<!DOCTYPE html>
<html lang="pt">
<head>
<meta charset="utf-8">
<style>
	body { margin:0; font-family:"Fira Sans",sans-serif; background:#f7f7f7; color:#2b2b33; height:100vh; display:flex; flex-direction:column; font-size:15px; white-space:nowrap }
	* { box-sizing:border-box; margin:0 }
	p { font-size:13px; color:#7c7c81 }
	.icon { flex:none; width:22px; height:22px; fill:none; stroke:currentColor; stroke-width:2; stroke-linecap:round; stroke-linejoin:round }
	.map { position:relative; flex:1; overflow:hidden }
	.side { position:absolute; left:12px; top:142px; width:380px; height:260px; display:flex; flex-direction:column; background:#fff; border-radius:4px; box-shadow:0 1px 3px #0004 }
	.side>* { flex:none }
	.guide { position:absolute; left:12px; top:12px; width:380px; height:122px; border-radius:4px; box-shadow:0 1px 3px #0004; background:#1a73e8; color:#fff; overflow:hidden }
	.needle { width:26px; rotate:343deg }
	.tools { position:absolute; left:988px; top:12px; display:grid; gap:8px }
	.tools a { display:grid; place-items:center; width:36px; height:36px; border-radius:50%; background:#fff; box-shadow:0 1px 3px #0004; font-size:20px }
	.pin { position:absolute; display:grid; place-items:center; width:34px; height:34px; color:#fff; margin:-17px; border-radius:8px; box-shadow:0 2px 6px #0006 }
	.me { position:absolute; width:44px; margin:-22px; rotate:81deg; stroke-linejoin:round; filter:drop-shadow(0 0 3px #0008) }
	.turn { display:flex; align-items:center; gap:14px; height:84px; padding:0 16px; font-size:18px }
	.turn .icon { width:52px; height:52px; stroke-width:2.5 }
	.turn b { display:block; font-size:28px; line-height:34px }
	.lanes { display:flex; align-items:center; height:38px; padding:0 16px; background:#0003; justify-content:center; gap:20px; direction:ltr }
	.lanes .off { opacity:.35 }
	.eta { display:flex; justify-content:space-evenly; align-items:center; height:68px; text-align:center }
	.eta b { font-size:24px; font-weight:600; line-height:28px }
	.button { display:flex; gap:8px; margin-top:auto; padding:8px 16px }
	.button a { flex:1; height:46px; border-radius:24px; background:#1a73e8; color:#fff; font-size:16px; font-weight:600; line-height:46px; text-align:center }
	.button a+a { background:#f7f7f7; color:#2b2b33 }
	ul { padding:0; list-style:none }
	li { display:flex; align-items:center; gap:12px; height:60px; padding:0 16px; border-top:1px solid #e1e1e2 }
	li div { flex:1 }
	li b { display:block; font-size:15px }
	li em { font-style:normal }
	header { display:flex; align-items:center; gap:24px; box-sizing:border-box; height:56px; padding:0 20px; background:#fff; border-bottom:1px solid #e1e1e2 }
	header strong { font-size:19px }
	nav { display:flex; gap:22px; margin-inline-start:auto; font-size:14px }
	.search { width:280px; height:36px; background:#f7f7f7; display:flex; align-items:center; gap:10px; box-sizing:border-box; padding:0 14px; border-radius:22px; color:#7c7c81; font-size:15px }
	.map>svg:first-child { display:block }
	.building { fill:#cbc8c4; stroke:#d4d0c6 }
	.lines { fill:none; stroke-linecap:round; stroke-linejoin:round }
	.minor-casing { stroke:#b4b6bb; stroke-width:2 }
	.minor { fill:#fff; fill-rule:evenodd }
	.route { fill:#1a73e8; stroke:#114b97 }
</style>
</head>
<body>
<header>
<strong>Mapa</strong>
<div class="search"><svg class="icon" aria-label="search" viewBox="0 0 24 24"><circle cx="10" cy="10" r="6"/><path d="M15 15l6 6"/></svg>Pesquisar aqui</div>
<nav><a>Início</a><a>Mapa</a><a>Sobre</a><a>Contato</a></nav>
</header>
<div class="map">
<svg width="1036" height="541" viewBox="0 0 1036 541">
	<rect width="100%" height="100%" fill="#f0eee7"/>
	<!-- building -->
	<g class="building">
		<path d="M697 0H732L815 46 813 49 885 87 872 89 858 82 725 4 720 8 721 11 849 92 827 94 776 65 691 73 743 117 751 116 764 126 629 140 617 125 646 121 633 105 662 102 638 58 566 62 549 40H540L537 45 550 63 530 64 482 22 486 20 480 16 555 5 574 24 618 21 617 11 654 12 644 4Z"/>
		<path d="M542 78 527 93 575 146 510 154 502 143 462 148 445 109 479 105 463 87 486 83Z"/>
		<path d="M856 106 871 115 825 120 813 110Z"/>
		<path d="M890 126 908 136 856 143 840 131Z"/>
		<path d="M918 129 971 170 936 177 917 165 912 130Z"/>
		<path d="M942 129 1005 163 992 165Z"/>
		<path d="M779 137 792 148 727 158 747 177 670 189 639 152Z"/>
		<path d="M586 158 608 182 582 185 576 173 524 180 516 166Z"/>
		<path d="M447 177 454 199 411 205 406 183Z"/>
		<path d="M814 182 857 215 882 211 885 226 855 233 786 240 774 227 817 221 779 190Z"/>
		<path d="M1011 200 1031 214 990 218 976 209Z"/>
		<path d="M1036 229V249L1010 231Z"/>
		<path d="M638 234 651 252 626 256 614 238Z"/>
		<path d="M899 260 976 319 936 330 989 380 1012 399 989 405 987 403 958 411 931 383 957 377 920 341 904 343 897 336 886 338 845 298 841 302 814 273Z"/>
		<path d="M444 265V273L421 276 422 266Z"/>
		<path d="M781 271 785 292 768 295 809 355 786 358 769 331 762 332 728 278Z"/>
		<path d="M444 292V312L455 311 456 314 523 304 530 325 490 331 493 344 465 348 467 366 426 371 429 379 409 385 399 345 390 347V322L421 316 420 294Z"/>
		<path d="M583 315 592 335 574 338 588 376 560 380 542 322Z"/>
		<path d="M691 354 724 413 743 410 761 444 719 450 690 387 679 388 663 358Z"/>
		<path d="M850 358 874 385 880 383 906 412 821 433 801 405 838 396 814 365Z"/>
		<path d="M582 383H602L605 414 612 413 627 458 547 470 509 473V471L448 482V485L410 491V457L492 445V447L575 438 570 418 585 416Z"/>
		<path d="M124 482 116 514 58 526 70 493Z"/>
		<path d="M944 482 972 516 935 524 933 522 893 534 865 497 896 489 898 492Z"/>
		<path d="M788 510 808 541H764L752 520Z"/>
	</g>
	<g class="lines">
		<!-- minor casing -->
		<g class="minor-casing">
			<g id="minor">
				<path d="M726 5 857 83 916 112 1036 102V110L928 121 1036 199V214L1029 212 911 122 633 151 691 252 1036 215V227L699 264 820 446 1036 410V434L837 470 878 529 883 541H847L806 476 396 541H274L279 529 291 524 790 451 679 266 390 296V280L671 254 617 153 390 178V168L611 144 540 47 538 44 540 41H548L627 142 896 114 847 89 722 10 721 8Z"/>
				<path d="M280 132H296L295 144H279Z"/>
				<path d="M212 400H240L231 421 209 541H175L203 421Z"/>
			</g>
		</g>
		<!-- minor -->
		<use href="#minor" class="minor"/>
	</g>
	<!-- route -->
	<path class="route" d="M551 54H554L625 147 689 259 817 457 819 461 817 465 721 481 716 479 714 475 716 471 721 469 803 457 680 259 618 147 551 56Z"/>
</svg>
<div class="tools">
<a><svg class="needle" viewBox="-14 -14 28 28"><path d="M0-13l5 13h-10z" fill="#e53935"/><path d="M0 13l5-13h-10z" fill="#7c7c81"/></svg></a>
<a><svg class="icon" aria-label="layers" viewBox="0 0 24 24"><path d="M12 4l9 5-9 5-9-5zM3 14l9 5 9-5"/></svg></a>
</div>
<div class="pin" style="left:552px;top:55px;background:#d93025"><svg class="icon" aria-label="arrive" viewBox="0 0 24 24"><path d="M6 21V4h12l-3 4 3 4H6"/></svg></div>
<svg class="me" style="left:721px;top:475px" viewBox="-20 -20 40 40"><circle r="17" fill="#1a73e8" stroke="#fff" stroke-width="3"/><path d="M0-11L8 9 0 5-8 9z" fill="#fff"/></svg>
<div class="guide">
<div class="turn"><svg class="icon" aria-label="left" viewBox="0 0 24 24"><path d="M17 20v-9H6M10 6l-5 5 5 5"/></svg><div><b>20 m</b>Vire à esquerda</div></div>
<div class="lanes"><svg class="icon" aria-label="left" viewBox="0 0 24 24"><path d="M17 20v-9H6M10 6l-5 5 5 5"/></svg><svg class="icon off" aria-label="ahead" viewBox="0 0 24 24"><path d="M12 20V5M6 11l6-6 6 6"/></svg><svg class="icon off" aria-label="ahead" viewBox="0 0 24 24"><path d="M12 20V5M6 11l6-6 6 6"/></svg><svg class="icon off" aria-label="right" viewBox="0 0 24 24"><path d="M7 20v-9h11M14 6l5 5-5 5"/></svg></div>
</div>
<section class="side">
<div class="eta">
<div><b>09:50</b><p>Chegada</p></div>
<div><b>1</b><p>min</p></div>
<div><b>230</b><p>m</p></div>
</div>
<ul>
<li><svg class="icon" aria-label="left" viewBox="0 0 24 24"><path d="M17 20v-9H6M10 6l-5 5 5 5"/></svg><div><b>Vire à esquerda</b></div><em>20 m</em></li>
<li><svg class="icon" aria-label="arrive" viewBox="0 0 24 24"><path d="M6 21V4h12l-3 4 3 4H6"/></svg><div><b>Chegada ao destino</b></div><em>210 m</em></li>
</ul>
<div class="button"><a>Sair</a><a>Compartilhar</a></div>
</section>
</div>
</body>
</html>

* Work to be completed:
The line with "position:absolute; width:44px; margin:-22px;" marks the end; reproduce exactly every line from the start of the entries up to it, that line included.

* Expected answer:
<!DOCTYPE html>
<html lang="pt">
<head>
<meta charset="utf-8">
<style>
	body { margin:0; font-family:"Fira Sans",sans-serif; background:#f7f7f7; color:#2b2b33; height:100vh; display:flex; flex-direction:column; font-size:15px; white-space:nowrap }
	* { box-sizing:border-box; margin:0 }
	p { font-size:13px; color:#7c7c81 }
	.icon { flex:none; width:22px; height:22px; fill:none; stroke:currentColor; stroke-width:2; stroke-linecap:round; stroke-linejoin:round }
	.map { position:relative; flex:1; overflow:hidden }
	.side { position:absolute; left:12px; top:142px; width:380px; height:260px; display:flex; flex-direction:column; background:#fff; border-radius:4px; box-shadow:0 1px 3px #0004 }
	.side>* { flex:none }
	.guide { position:absolute; left:12px; top:12px; width:380px; height:122px; border-radius:4px; box-shadow:0 1px 3px #0004; background:#1a73e8; color:#fff; overflow:hidden }
	.needle { width:26px; rotate:343deg }
	.tools { position:absolute; left:988px; top:12px; display:grid; gap:8px }
	.tools a { display:grid; place-items:center; width:36px; height:36px; border-radius:50%; background:#fff; box-shadow:0 1px 3px #0004; font-size:20px }
	.pin { position:absolute; display:grid; place-items:center; width:34px; height:34px; color:#fff; margin:-17px; border-radius:8px; box-shadow:0 2px 6px #0006 }
	.me { position:absolute; width:44px; margin:-22px; rotate:81deg; stroke-linejoin:round; filter:drop-shadow(0 0 3px #0008) }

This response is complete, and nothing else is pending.